Assignments followed at Command and Staff College, and I was then assigned back to duty at Eglin AFB, Florida, first in munitions testing and soon thereafter into the Tactical Air Warfare Center as a requirements officer. With a short tour of duty to Vietnam, I addressed multiple Air Force needs to improve safety and weapons delivery systems for the conflict. When an opening for an officer with my qualifications to go to Brazil unexpectedly arose, I applied for the position and was selected. The mission was to work with the Joint Brazilian/US Commission in Rio on Fighter research and development. A funny thing happened on the way to the Forum: The Southern Command and Brazilian Air Force had not been coordinated on this mission, and when I reported for duty, their response was not enthusiastic. I ended up flying the C47 and C54, serving outposts all over Brazil. Upon rotation back to the States I requested retirement due to my wife's bout with Hodgkins late in the tour. HQ said I would first have to do a year in Vietnam, so I requested direct assignment there. HQ then said they had failed to make an assignment for the posting in Rio and asked that I extend my tour there for a year instead of going to Vietnam. I was happy to oblige. Then due to failure to meet congressionally-imposed ceilings in my pay grade that year (1969), HQ reconsidered my original request and approved my retirement on return to the US. I retired as a Lt. Col. at Luke AFB, Arizona.

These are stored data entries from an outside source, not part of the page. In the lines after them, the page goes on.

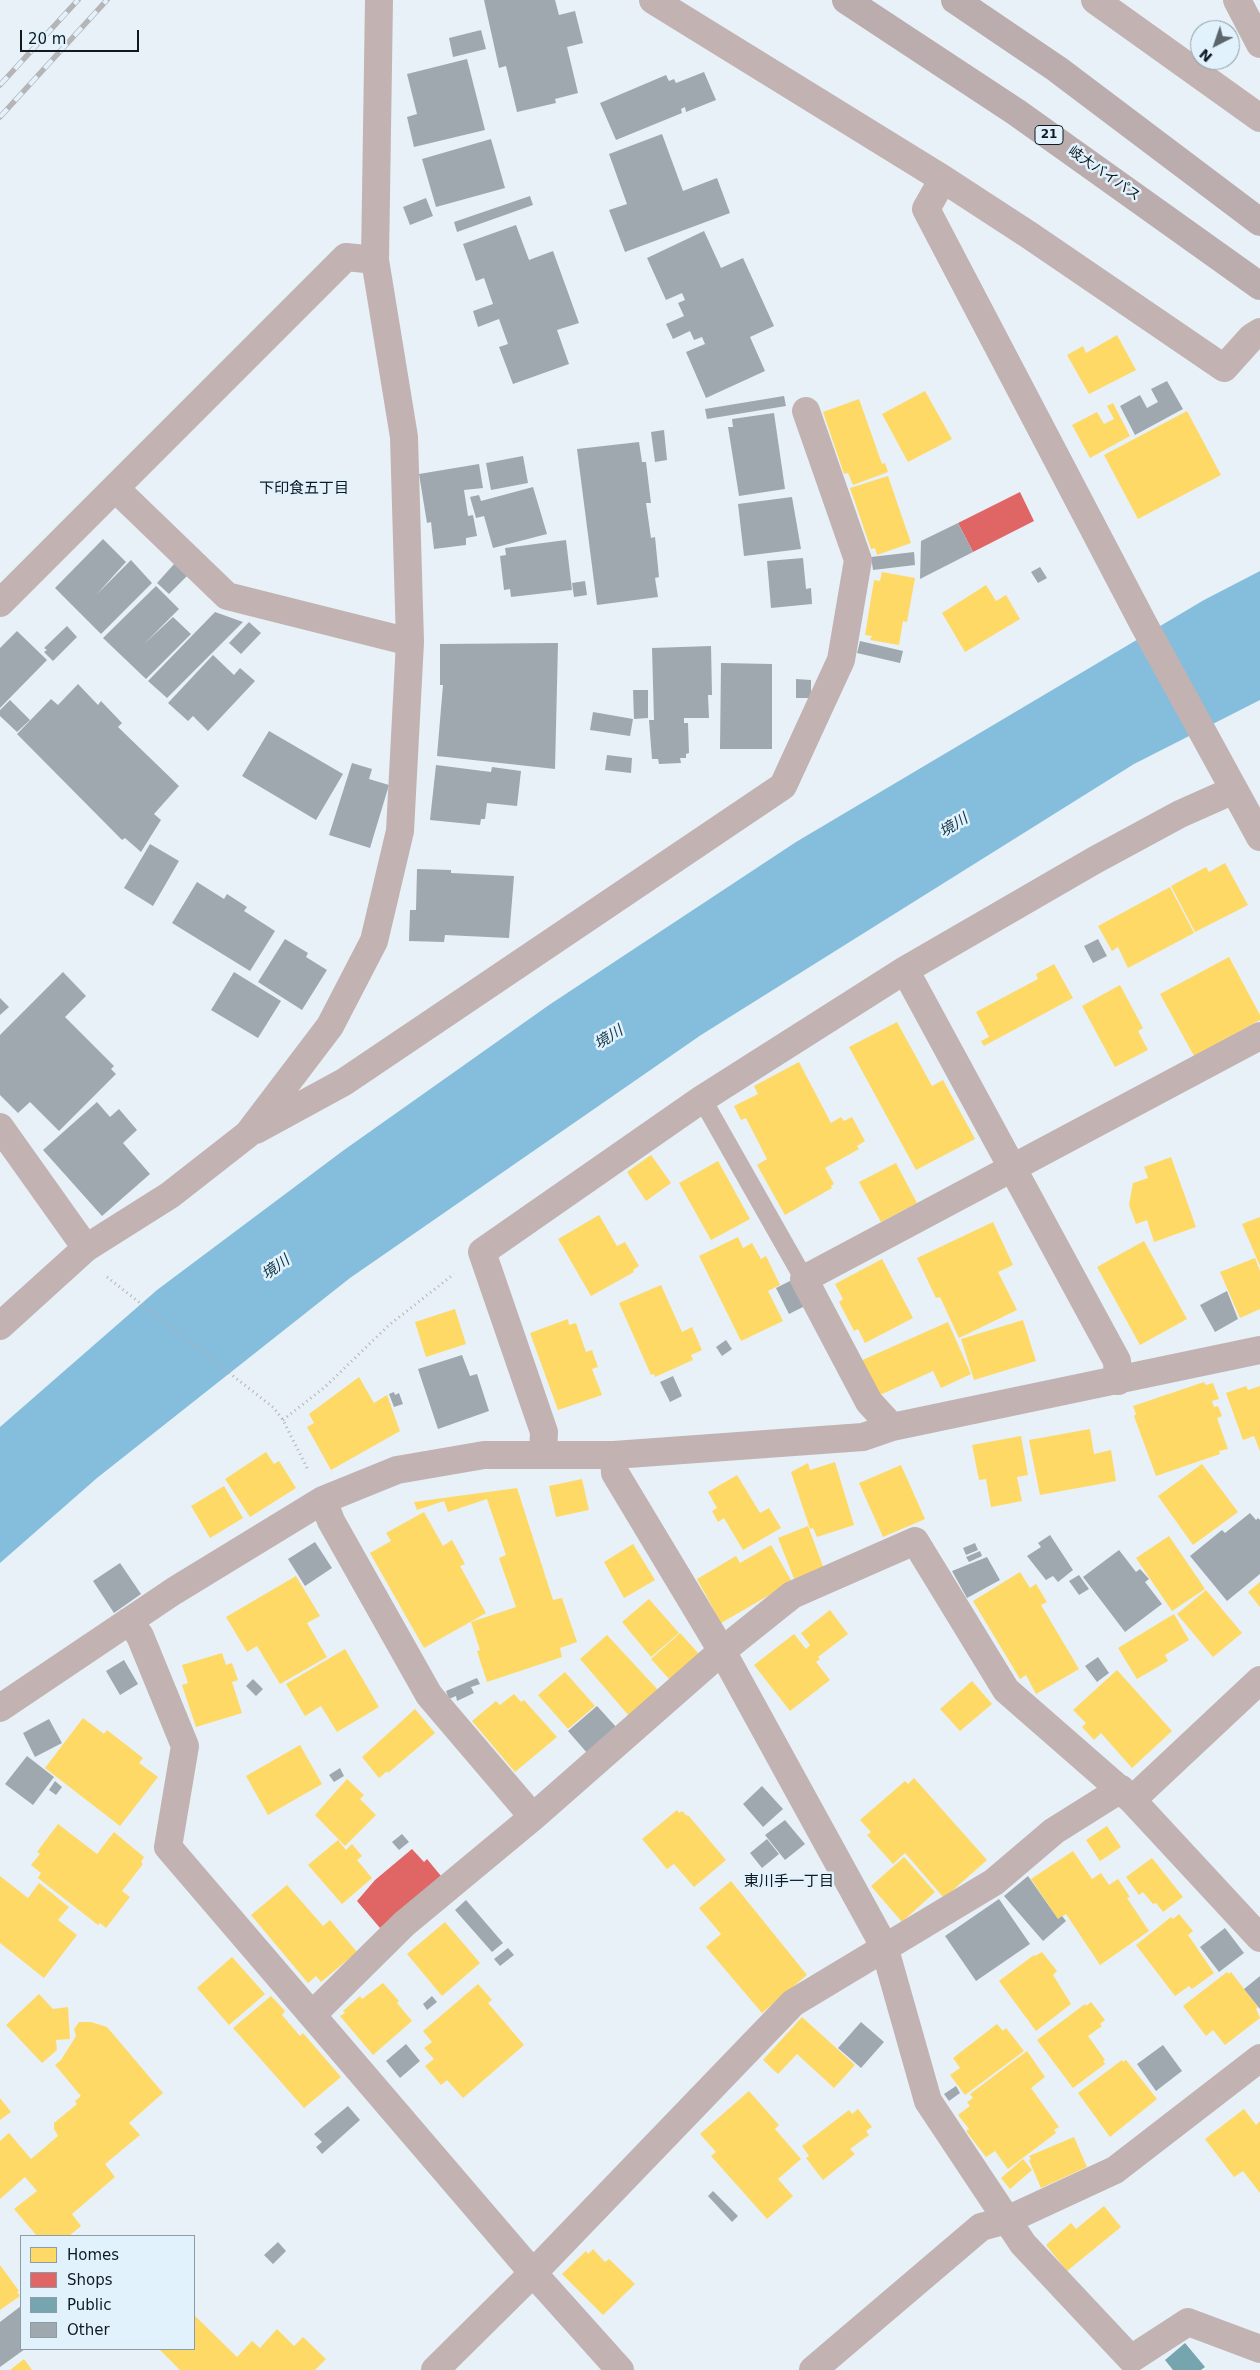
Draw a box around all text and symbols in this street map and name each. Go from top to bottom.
scale bar [22,20,141,52]
north arrow [1190,20,1240,70]
text: 20 m [28,30,66,48]
text: N [1196,46,1215,65]
road number: 21 [1035,126,1063,144]
street label: 岐大バイパス [1065,143,1143,205]
district label: 下印食五丁目 [259,480,349,498]
water label: 境川 [937,810,971,842]
water label: 境川 [592,1022,626,1054]
water label: 境川 [259,1252,293,1284]
district label: 東川手一丁目 [744,1873,834,1891]
legend [20,2235,195,2350]
text: Homes [67,2246,119,2264]
text: Shops [67,2271,113,2289]
text: Public [67,2296,111,2314]
text: Other [67,2321,110,2339]

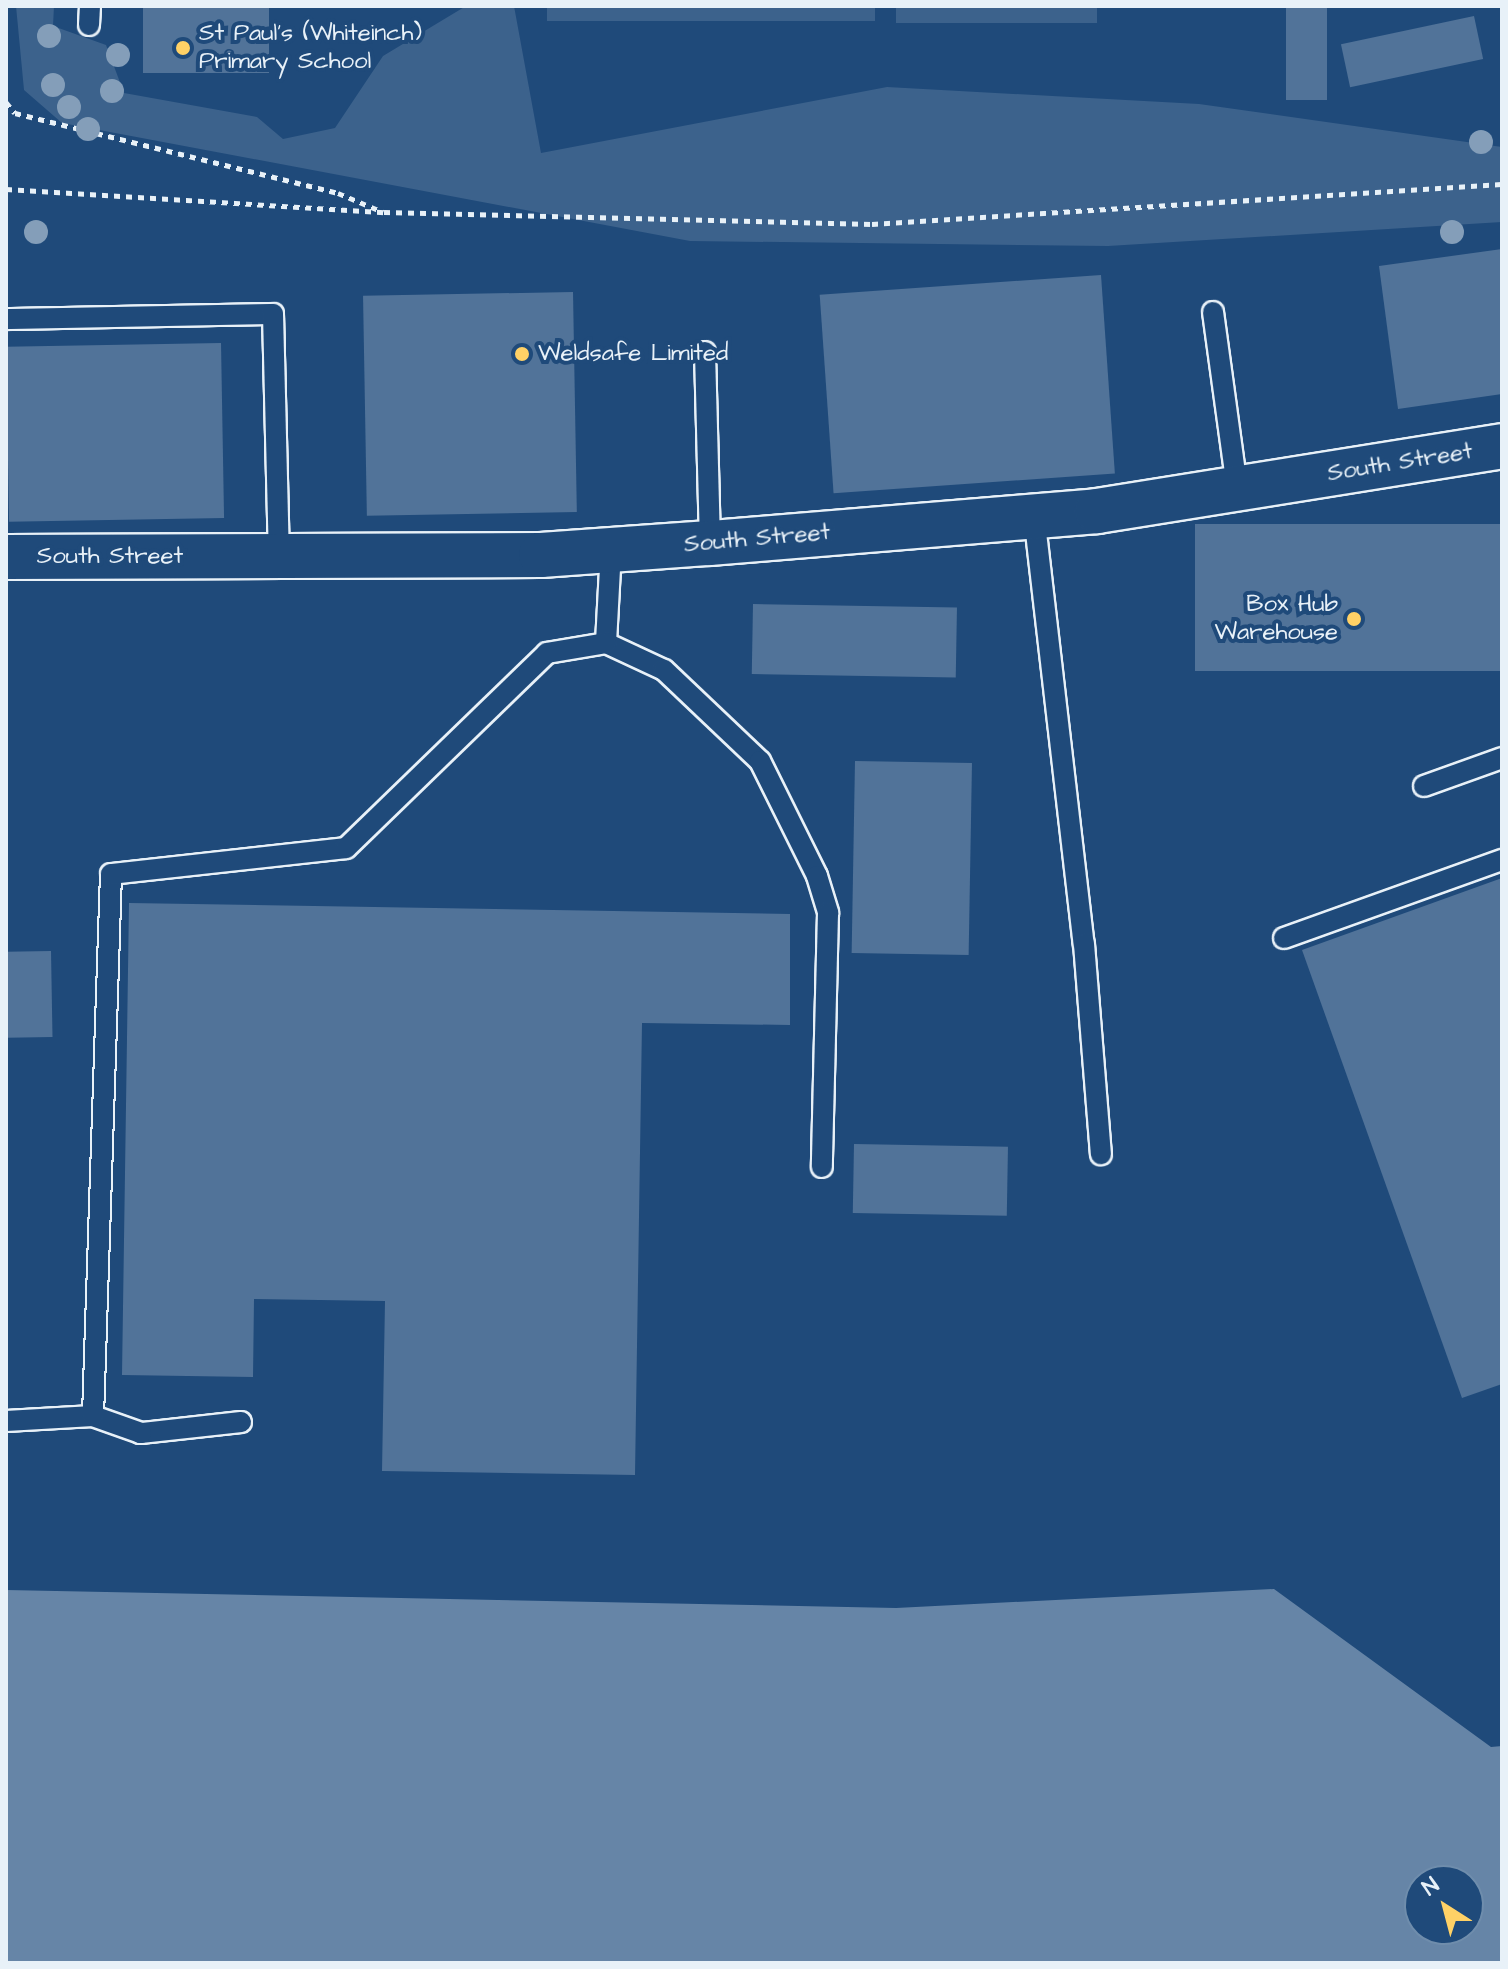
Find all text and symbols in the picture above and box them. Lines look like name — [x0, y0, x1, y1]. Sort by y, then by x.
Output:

Upon becoming a civilian, Fred began his second professional career as a middle school teacher in Arizona. After putting fifteen years into that rewarding career, he and his wife, Lillian (a former Air Force nurse) moved to Prescott, AZ for their final retirement. They were the first of three generations to serve in the United States armed forces, as their sons Tom (Marine helicopter pilot) and Craig (Army helicopter pilot), as well as Fred and Lil’s grandsons (both Navy), followed in their footsteps. Fred currently plays golf whenever he can. He is active in his Episcopal church. In the past ten years, Fred has served as President for “Project Aware,” which provides shelter for men and an affordable housing complex for veterans. During his tenure as President, the Project Aware facility has grown from a six-bed rented shelter to its present condition as a million dollar property consisting of fourteen low-income veteran rental units and a renovated fourteen-bed shelter and transitional program. Project Aware anticipates receiving a grant to subsidize eleven more low income apartments on the property.
In summary, the Escanaba Public School System has no finer representative of a life well lived than Frederick S. Thatcher, and we are proud to share the story of his impressive accomplishments.